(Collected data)
************

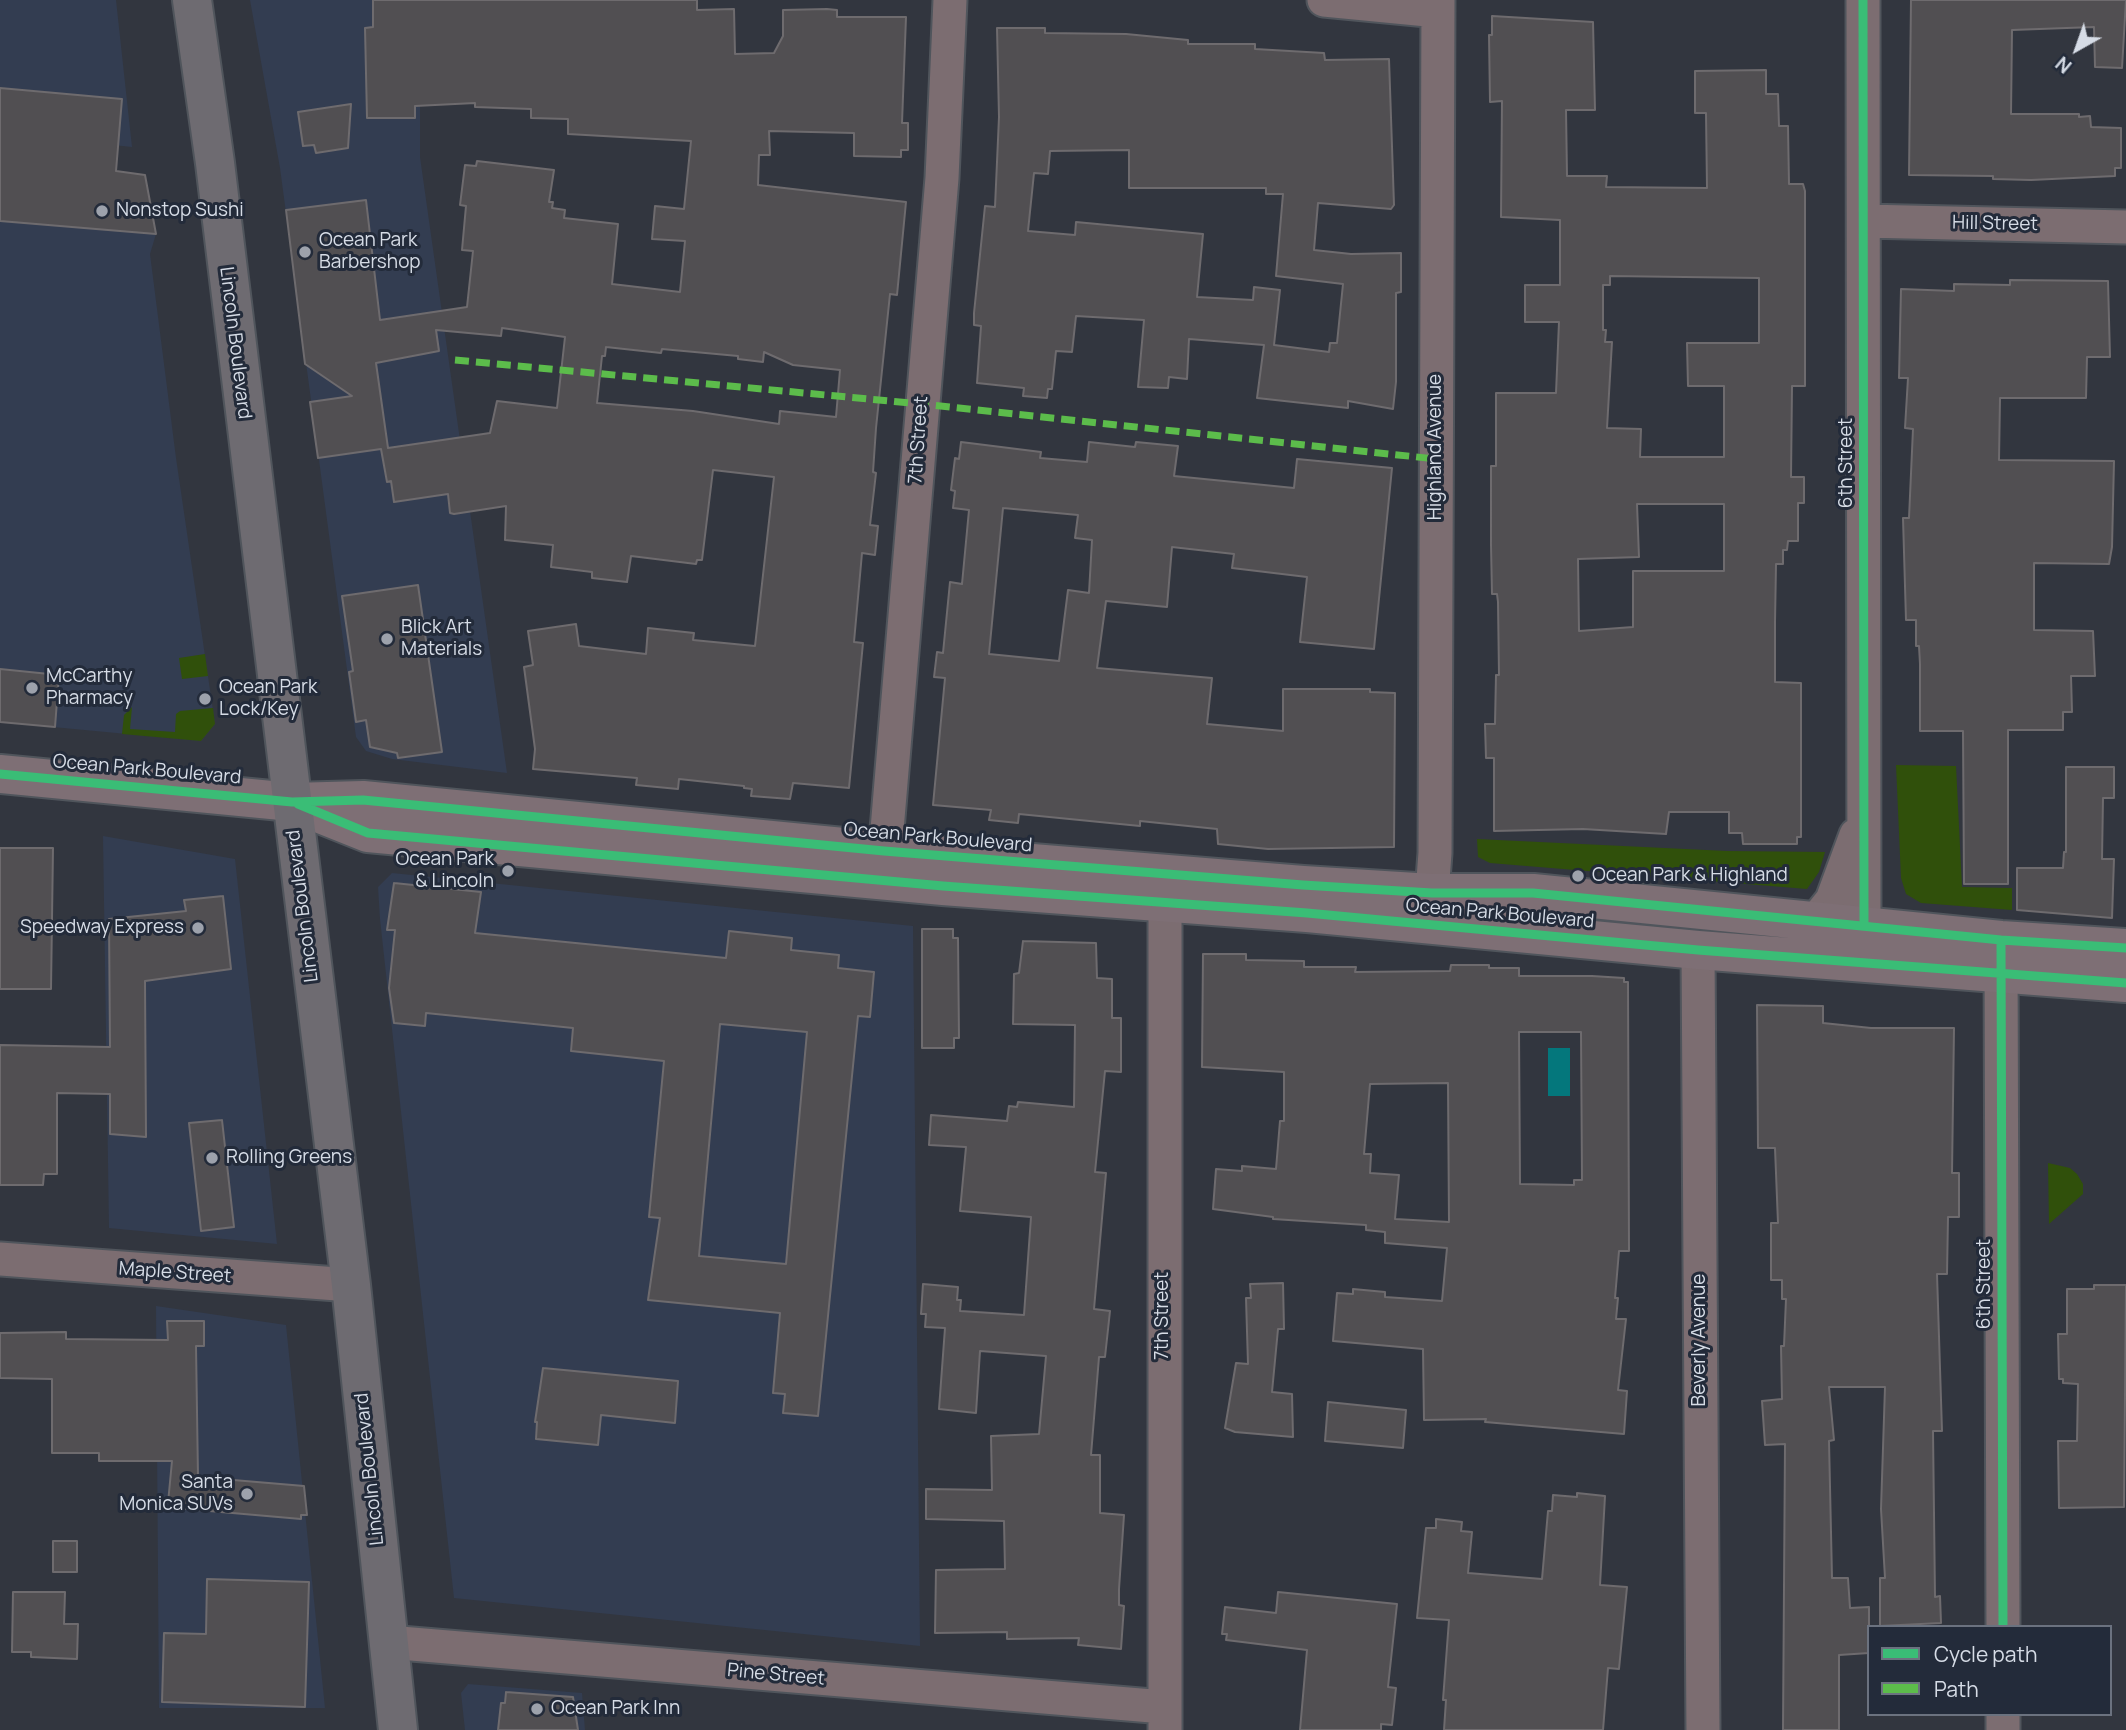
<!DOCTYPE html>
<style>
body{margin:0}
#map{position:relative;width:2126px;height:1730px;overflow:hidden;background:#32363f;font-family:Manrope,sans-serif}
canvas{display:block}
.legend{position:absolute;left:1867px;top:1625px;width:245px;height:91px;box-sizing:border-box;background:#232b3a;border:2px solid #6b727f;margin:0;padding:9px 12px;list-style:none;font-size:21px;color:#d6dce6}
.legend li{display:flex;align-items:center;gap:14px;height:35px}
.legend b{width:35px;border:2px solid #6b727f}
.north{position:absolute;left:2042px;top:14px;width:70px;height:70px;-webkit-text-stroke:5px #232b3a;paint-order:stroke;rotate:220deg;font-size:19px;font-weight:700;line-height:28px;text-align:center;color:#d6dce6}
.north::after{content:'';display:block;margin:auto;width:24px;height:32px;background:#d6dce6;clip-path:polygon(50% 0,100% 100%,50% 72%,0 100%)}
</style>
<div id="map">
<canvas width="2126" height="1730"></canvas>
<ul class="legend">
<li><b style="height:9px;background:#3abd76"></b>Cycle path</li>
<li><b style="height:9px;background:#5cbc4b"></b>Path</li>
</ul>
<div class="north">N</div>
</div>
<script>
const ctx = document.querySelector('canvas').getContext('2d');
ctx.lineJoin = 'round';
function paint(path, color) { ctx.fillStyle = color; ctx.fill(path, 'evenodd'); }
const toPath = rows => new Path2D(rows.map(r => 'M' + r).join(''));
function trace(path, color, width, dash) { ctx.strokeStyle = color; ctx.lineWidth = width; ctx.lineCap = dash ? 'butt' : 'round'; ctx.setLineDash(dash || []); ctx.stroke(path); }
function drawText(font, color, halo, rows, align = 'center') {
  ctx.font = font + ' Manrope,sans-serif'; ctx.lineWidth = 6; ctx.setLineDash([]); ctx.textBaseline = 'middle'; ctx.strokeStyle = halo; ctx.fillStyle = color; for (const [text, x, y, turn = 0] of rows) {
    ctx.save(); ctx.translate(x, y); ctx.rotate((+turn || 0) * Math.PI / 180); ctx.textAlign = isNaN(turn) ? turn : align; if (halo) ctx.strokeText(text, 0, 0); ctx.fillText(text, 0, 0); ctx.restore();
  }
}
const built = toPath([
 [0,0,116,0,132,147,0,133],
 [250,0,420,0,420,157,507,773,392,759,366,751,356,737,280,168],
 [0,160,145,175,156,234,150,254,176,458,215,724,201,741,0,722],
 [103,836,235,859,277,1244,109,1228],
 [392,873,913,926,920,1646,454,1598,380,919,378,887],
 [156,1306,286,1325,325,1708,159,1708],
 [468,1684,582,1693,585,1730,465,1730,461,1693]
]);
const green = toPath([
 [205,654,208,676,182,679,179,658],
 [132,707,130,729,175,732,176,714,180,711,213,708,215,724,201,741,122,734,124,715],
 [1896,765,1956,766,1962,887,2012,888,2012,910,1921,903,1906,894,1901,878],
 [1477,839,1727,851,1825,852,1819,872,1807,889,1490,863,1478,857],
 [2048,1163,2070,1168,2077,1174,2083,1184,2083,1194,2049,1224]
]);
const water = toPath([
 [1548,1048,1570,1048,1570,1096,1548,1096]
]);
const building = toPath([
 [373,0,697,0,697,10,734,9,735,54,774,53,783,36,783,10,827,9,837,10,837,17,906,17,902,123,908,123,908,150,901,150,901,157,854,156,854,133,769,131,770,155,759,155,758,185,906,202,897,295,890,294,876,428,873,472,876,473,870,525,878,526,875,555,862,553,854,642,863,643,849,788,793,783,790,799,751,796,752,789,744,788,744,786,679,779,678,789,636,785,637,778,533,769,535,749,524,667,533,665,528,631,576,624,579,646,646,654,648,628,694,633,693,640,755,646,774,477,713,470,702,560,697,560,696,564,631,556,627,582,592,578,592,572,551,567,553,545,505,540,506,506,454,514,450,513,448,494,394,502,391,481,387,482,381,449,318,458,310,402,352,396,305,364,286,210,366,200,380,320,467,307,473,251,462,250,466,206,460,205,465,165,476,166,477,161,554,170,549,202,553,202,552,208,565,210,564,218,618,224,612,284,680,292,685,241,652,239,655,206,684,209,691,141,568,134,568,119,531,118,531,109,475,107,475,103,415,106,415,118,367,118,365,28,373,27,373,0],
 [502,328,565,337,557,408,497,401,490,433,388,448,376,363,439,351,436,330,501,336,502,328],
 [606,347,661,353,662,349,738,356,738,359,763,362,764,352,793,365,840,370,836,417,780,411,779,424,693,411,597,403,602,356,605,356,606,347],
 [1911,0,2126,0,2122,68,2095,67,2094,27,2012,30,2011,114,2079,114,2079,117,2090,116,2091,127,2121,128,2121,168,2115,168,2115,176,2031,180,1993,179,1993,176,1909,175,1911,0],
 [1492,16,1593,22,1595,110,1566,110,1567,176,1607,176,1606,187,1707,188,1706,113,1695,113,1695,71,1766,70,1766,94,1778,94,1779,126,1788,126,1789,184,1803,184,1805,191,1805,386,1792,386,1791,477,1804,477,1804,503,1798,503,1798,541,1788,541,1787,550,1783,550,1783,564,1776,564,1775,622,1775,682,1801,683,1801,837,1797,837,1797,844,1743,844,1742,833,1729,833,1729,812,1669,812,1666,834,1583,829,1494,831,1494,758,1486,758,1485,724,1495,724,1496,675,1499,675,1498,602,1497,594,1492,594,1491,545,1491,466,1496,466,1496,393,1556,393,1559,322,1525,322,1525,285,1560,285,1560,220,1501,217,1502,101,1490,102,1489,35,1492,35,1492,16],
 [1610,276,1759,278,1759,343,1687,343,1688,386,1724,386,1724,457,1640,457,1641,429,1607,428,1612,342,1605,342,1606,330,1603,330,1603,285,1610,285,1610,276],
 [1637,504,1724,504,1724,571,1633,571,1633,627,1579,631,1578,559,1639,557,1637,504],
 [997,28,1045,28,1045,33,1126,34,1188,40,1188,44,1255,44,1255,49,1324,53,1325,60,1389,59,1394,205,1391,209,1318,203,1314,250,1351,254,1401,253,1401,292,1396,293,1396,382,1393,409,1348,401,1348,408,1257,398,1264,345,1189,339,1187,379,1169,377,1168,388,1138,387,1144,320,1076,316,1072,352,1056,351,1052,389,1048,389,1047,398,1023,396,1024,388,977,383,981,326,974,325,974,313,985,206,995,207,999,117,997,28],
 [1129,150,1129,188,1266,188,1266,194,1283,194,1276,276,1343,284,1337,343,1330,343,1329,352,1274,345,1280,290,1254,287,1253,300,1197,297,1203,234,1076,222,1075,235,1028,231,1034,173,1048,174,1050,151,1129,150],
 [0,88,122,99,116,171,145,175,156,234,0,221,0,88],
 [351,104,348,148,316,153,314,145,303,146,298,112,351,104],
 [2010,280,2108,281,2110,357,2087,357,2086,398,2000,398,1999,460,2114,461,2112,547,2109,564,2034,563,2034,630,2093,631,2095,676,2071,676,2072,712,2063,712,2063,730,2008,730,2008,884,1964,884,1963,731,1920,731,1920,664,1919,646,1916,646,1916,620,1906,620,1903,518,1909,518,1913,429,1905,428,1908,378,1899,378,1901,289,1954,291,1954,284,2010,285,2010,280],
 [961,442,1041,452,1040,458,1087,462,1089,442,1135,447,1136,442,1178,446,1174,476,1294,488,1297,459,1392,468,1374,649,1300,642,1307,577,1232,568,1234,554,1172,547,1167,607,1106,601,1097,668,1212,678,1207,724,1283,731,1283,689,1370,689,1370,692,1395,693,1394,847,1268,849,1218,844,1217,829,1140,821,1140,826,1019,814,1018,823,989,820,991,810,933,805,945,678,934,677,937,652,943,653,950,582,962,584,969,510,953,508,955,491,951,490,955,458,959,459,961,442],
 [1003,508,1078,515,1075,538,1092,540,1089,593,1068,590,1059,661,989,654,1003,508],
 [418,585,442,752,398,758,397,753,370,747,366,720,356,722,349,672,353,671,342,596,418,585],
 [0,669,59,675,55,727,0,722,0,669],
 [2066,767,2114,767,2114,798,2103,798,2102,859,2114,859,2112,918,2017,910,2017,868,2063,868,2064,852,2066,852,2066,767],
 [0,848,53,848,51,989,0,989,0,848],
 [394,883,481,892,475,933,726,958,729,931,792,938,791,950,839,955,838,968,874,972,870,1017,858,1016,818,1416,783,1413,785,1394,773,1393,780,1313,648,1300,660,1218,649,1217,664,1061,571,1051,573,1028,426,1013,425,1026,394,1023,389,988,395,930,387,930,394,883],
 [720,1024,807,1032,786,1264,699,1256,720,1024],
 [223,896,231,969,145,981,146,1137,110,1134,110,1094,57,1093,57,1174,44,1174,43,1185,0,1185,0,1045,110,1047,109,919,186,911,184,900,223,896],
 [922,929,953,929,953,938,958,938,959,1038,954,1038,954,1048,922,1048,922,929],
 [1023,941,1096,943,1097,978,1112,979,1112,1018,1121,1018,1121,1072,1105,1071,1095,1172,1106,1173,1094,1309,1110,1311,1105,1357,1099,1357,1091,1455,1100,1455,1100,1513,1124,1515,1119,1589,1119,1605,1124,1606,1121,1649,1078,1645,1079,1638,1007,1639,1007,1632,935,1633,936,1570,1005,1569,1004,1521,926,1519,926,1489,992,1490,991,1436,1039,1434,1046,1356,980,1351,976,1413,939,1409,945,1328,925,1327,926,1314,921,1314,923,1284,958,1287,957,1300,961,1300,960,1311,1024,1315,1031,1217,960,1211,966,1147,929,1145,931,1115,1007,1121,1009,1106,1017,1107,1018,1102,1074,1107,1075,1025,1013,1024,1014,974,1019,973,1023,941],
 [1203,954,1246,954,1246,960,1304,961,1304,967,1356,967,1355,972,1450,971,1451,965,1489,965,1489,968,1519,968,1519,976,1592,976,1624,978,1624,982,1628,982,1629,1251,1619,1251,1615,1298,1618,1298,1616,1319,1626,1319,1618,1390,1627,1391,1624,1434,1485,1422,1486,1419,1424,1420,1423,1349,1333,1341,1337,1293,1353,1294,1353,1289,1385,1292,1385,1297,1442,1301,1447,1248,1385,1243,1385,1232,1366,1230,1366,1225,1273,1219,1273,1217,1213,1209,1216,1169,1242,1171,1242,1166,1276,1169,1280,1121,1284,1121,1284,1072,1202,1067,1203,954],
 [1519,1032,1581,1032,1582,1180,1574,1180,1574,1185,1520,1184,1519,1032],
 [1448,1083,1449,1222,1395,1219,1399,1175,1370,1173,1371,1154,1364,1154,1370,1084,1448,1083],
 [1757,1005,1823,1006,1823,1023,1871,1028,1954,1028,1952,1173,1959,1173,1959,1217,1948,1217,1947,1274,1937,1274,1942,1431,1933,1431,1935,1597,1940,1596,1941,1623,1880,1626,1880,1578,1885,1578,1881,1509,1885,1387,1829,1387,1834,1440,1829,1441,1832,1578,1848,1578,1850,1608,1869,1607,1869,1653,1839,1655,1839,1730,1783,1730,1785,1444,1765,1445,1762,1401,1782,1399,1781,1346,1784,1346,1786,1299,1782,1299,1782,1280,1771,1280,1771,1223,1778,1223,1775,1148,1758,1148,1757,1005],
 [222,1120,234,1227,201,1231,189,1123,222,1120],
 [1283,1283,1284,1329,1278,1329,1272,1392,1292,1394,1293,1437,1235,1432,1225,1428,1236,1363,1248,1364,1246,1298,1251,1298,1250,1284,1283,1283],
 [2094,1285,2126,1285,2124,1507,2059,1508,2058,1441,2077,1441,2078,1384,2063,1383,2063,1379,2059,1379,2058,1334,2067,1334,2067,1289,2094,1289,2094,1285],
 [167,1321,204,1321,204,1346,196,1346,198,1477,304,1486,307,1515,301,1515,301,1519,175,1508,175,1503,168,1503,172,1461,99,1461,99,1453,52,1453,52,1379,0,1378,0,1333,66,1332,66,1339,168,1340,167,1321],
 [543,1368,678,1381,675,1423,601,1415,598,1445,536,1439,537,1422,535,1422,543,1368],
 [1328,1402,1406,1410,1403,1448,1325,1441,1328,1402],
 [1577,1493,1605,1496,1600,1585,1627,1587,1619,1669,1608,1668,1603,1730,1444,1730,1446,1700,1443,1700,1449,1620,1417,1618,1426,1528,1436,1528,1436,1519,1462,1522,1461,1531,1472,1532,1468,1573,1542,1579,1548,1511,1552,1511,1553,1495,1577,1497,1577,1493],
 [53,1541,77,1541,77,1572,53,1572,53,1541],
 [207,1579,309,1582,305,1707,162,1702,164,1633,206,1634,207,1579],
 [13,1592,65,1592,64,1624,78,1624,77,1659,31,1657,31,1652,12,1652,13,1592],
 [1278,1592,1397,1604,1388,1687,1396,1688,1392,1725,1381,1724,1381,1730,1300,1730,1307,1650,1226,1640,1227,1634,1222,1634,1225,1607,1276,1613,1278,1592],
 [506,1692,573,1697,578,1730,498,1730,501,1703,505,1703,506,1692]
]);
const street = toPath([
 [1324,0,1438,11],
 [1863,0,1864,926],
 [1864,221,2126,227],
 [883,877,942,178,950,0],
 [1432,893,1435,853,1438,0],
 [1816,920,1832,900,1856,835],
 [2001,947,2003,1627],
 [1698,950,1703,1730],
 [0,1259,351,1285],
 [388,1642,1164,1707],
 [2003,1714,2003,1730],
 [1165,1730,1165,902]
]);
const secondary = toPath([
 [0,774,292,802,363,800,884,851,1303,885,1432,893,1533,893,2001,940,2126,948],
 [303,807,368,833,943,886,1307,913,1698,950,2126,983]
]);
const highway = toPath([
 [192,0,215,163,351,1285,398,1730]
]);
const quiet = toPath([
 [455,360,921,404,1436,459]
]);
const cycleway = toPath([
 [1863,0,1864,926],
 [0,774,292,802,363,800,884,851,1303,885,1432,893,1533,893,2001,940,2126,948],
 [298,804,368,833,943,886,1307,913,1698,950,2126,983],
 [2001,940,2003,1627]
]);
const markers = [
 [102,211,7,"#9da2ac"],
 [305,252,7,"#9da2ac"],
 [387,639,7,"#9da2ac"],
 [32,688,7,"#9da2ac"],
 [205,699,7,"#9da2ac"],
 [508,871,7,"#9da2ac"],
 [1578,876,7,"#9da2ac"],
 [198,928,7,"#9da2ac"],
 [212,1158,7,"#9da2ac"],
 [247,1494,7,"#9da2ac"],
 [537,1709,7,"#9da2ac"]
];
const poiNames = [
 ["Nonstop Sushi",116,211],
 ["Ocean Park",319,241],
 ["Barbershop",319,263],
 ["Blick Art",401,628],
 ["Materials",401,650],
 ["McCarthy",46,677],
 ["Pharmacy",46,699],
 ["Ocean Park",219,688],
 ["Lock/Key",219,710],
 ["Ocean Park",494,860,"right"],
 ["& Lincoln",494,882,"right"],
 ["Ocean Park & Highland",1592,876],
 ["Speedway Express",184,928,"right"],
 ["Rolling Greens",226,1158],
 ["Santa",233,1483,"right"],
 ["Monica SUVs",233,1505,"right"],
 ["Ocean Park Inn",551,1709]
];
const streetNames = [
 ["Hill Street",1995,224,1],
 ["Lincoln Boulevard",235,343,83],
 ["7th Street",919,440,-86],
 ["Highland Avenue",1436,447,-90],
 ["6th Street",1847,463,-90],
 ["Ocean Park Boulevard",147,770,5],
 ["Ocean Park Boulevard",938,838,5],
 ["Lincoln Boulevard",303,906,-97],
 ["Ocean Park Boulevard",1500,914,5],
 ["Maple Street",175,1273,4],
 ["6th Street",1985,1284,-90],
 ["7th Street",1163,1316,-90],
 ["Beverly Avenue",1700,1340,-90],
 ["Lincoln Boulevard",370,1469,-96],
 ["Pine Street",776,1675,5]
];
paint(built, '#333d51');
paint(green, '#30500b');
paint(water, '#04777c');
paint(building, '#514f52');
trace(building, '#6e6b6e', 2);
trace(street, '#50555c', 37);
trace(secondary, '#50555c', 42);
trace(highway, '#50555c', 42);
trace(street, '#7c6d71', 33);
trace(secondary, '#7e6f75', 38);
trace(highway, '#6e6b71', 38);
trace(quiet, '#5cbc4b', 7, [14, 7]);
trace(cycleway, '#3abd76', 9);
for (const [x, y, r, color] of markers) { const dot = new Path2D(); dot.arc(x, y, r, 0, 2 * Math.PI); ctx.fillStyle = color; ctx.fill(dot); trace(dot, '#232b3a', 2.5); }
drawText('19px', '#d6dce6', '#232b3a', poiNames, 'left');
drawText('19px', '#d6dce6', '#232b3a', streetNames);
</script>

************

• [What is expected]
Look back at the entries above. Retype the line with "function trace(path, color, width, dash)", the line with "function drawText(font, color, halo, rows, align", and all lines in between.

• [Exercise result]
function trace(path, color, width, dash) { ctx.strokeStyle = color; ctx.lineWidth = width; ctx.lineCap = dash ? 'butt' : 'round'; ctx.setLineDash(dash || []); ctx.stroke(path); }
function drawText(font, color, halo, rows, align = 'center') {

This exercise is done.